Purpose-built for security professionals: faster, more accurate and more flexible – at a lower price point
At the heart of these building blocks sits Vintra’s suite of multi-class algorithms for detection, classification, tracking, and re-identification which works with fixed or mobile video – either live or recorded – that automatically finds events that matter so they can be alerted on or quickly searched. This all comes together in our purpose-built, end-to-end solution that is faster, more accurate and more flexible than open-sourced algorithms that underpin many other systems on the market.
At Vintra, our experienced research team has demonstrated the distinct advantages of using purpose-built deep learning technology. This means that an algorithm is imagined, designed, trained and deployed for a single purpose – such as making sense of security camera footage.
Research around the globe has made available a series of open-sourced detectors, which some providers have utilized for their core AI technology in the hopes of expediting their development efforts or minimizing the impact on their research and engineering teams. However, these models were a). created and trained to serve as a general-purpose detector; and b). not designed for a single, end-to-end application.
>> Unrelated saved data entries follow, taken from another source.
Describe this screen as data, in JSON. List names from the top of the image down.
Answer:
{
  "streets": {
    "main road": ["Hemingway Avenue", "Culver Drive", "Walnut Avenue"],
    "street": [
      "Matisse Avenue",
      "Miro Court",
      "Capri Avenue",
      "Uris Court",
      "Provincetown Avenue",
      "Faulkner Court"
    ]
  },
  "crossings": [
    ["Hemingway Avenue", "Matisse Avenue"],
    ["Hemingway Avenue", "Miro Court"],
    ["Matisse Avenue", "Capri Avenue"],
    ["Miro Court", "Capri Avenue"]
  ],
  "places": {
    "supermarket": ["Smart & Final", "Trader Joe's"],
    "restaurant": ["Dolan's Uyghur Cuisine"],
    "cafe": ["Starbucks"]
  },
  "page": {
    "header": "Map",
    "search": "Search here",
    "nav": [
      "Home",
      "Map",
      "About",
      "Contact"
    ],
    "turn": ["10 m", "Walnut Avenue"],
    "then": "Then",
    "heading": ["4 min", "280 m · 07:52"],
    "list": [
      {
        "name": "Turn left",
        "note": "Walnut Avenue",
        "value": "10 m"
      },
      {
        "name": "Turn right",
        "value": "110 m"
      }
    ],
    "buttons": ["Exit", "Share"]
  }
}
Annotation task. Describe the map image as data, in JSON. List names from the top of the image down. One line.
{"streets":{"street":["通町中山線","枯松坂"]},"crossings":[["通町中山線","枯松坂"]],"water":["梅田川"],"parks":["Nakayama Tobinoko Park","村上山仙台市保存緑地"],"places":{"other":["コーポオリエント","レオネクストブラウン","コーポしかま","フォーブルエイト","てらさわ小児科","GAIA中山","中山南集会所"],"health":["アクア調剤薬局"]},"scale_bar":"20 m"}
These two points represent an important limitation for security applications. For mission-critical video analytics in which accuracy and speed are critical, incorporating multiple models that are domain-optimized is of massive importance – and it is a key differentiator in our approach.
As a result, benchmarks consistently show that our models are faster, more accurate, more secure and more flexible (in both how they can be retrained and be deployed) than others that use a purely open-sourced based approach. It’s why 3 of the Fortune 10 trust Vintra with their most demanding video intelligence applications.